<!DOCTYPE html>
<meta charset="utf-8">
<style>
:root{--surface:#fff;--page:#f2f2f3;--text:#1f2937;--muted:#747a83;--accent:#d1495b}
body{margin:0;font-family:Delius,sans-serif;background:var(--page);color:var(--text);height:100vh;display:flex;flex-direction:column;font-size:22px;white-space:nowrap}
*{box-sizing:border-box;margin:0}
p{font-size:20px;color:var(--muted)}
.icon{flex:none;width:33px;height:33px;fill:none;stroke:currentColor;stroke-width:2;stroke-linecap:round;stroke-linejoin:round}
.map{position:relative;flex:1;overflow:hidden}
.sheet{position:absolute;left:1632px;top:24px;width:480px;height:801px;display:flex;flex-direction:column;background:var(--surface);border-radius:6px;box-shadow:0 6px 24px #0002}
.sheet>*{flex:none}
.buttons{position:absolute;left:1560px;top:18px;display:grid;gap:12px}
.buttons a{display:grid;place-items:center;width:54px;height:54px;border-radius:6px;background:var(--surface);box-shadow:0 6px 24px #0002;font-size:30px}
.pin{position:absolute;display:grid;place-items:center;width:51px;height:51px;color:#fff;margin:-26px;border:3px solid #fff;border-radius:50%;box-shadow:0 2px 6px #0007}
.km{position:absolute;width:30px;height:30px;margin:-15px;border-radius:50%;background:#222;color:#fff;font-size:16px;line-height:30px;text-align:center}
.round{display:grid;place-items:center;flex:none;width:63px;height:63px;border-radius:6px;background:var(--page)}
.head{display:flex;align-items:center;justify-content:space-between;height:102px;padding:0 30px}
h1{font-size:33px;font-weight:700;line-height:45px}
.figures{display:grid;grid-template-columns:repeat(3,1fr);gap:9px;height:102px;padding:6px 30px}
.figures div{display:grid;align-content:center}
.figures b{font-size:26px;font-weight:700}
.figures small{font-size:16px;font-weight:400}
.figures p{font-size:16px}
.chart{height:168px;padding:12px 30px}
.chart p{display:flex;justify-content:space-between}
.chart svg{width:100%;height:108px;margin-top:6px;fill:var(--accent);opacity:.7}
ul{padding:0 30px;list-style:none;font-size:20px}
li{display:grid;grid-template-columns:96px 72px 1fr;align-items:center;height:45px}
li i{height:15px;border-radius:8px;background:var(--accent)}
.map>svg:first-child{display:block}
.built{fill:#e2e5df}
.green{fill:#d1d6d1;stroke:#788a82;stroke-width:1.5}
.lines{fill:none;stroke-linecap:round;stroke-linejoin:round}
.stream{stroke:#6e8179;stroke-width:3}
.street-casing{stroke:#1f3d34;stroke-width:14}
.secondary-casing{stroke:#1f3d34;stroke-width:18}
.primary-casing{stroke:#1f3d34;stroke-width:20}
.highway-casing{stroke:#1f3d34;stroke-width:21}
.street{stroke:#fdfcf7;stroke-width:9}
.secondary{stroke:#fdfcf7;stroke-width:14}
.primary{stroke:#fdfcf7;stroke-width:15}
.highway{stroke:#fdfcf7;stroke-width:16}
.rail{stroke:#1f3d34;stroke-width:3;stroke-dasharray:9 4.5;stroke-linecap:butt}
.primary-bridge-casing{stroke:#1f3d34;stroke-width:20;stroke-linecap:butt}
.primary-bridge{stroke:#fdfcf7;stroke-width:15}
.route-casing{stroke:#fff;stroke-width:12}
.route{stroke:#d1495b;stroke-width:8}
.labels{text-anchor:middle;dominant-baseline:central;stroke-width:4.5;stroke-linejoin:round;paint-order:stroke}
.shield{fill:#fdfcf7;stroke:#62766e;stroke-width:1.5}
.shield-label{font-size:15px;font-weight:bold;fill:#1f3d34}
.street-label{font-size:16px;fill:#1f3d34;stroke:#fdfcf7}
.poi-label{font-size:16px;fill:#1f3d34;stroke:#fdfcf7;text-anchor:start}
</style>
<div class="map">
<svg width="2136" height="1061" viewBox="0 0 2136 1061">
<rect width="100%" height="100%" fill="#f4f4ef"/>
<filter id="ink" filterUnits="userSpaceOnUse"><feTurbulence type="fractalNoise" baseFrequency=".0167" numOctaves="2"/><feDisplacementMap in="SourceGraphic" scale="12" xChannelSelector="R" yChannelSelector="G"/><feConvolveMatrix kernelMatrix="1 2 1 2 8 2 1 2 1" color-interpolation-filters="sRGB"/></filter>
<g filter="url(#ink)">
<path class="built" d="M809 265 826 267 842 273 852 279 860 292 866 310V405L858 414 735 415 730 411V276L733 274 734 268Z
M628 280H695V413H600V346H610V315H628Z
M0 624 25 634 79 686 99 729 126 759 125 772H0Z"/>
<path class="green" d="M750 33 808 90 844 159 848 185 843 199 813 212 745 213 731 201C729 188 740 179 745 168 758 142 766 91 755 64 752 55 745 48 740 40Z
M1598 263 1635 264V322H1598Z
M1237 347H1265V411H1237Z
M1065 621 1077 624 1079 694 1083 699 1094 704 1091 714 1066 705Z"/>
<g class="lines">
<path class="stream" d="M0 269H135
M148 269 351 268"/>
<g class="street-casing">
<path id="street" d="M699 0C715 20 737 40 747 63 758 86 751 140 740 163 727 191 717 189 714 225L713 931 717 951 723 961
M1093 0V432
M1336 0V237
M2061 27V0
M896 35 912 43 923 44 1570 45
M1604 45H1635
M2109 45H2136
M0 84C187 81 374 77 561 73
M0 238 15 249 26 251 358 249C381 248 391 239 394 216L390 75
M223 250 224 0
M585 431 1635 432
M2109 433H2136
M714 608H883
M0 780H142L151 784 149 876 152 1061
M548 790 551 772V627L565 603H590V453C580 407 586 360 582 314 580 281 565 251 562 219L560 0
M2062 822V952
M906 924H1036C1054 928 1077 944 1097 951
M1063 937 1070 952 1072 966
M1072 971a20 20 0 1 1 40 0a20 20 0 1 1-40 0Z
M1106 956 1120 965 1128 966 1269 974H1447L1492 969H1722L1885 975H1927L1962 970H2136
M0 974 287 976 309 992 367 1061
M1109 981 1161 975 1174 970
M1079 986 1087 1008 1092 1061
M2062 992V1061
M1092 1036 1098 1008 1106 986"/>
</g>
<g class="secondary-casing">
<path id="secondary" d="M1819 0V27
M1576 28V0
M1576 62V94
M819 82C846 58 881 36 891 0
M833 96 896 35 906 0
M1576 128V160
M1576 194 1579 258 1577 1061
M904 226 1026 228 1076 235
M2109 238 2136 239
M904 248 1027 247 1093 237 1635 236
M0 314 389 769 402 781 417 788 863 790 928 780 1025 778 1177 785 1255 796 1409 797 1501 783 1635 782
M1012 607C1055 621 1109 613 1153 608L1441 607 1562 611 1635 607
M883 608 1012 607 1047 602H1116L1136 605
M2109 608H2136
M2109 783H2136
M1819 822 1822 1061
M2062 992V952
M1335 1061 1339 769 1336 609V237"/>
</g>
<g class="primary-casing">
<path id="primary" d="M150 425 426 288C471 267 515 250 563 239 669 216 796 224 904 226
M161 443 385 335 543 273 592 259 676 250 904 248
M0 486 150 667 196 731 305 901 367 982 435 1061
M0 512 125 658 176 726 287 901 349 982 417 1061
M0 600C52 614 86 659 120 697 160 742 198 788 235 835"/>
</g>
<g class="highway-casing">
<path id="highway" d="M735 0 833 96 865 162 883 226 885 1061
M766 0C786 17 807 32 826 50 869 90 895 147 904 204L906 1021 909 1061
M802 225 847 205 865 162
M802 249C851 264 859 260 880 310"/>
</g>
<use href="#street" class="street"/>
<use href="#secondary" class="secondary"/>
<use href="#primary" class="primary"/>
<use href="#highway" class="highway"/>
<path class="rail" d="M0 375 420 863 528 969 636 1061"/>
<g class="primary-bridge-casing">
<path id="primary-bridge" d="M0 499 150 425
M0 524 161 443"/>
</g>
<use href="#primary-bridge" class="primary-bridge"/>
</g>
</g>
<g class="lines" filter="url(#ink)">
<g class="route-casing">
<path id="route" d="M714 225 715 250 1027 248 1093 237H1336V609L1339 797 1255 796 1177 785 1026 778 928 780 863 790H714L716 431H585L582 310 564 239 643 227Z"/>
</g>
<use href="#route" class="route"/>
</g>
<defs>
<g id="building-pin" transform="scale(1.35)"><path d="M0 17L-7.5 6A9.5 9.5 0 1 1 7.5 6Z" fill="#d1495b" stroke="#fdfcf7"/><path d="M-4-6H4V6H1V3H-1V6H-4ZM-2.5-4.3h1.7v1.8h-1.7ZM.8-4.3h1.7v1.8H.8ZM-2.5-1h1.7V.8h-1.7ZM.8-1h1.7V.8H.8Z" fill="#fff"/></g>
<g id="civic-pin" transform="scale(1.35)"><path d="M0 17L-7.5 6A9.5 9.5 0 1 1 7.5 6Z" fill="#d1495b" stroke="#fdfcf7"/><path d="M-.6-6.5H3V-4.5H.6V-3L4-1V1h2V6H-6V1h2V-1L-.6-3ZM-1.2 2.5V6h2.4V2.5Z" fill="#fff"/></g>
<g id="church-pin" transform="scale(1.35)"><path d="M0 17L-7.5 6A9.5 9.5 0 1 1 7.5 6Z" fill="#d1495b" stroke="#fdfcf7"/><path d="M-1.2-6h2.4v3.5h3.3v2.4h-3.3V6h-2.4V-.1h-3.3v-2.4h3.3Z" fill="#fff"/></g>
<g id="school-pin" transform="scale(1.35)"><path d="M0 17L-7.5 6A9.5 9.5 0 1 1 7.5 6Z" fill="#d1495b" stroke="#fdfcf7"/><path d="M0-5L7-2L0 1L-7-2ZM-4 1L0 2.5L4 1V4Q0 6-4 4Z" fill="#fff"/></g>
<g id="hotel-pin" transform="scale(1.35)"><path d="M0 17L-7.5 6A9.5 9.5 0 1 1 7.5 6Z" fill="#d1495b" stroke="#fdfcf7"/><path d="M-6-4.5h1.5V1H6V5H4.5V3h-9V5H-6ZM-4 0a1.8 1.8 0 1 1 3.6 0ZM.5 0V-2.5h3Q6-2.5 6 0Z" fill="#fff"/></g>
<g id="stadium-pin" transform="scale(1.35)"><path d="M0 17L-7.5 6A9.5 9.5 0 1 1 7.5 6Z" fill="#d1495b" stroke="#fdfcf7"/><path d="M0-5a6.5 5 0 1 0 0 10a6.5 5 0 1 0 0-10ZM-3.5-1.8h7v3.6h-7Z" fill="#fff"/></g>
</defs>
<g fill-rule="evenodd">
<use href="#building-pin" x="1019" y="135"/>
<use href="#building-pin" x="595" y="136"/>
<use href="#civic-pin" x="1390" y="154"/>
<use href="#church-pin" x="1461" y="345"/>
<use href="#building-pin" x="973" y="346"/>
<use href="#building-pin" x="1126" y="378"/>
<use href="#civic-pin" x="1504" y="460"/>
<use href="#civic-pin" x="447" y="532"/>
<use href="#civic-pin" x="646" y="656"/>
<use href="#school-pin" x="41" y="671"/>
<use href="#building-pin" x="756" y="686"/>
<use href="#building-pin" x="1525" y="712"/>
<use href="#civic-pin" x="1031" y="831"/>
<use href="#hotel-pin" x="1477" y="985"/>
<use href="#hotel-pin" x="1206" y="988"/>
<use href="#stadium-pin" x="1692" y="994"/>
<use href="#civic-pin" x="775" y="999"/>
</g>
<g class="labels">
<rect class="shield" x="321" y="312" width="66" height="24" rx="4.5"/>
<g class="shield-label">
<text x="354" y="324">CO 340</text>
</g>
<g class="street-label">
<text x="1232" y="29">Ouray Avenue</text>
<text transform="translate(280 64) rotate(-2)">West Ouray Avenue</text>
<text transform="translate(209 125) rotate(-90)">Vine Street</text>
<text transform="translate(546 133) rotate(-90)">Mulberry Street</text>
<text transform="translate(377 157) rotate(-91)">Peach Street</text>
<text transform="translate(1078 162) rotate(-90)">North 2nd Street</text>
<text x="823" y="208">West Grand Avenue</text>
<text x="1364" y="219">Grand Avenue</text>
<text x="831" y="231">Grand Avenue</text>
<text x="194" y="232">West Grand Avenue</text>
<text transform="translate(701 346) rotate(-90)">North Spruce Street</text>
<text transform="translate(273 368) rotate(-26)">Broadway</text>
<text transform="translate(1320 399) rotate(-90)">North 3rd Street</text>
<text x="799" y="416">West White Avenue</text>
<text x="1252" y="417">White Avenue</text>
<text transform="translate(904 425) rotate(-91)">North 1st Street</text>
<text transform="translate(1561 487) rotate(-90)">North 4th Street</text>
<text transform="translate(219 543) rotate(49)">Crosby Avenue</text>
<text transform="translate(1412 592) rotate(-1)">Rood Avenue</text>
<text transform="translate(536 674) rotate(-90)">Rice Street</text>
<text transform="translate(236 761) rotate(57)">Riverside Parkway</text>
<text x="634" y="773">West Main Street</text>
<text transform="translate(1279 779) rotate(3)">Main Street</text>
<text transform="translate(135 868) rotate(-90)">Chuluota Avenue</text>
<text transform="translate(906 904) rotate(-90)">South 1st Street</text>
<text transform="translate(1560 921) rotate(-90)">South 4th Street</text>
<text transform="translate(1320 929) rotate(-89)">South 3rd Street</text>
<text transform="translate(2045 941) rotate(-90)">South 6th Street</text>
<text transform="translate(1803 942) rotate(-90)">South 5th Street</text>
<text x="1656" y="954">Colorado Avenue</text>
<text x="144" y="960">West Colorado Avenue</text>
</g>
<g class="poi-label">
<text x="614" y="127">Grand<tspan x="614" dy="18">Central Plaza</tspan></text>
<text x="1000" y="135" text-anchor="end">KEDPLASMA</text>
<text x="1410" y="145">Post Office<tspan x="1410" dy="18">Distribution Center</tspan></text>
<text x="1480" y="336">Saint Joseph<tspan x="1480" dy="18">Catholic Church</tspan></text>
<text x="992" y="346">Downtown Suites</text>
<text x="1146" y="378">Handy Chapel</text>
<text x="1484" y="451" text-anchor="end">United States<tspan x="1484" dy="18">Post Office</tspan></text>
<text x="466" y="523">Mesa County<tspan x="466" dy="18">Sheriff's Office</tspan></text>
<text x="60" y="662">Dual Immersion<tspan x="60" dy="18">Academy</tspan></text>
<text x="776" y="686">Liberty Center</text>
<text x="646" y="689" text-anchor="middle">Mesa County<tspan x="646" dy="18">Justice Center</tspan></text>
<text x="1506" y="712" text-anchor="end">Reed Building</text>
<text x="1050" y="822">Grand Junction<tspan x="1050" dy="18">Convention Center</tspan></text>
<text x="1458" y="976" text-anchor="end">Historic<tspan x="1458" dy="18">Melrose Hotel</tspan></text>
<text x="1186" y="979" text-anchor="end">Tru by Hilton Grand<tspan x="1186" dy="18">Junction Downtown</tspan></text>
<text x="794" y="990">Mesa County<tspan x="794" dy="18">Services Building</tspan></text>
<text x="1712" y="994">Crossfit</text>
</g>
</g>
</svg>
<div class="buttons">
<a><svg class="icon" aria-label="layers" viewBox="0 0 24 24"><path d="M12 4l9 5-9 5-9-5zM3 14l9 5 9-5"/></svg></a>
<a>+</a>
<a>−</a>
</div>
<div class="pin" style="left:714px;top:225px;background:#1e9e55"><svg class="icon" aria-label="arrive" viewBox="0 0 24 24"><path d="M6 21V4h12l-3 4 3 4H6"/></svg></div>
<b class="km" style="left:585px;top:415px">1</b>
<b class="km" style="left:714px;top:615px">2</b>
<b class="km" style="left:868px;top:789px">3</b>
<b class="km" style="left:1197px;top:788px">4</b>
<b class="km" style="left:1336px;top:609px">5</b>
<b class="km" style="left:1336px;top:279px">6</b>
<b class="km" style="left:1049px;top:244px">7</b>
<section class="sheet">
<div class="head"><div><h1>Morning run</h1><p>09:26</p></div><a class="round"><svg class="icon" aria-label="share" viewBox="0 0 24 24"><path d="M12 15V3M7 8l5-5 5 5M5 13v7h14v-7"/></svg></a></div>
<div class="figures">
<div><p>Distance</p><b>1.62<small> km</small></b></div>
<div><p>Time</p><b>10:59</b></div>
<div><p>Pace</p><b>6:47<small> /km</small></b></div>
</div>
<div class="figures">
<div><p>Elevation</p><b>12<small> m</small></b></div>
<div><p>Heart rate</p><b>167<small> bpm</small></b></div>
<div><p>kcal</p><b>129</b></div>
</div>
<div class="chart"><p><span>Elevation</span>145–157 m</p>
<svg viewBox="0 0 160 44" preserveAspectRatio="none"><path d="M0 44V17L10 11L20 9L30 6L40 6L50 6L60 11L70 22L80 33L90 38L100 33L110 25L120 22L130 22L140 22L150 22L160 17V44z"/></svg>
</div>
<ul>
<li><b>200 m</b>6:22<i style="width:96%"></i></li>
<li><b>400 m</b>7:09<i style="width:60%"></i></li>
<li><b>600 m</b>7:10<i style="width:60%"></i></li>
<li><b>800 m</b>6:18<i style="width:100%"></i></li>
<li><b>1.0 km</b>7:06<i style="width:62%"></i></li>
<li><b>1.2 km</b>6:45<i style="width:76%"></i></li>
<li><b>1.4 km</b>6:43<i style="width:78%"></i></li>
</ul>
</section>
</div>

# # # # #

> _Exercise_:
The reply must consist solely of the lines from the one containing "<div><p>Elevation</p><b>12<small> m</small></b></div>" through the last line in the material above, reproduced exactly.

> _The answer_:
<div><p>Elevation</p><b>12<small> m</small></b></div>
<div><p>Heart rate</p><b>167<small> bpm</small></b></div>
<div><p>kcal</p><b>129</b></div>
</div>
<div class="chart"><p><span>Elevation</span>145–157 m</p>
<svg viewBox="0 0 160 44" preserveAspectRatio="none"><path d="M0 44V17L10 11L20 9L30 6L40 6L50 6L60 11L70 22L80 33L90 38L100 33L110 25L120 22L130 22L140 22L150 22L160 17V44z"/></svg>
</div>
<ul>
<li><b>200 m</b>6:22<i style="width:96%"></i></li>
<li><b>400 m</b>7:09<i style="width:60%"></i></li>
<li><b>600 m</b>7:10<i style="width:60%"></i></li>
<li><b>800 m</b>6:18<i style="width:100%"></i></li>
<li><b>1.0 km</b>7:06<i style="width:62%"></i></li>
<li><b>1.2 km</b>6:45<i style="width:76%"></i></li>
<li><b>1.4 km</b>6:43<i style="width:78%"></i></li>
</ul>
</section>
</div>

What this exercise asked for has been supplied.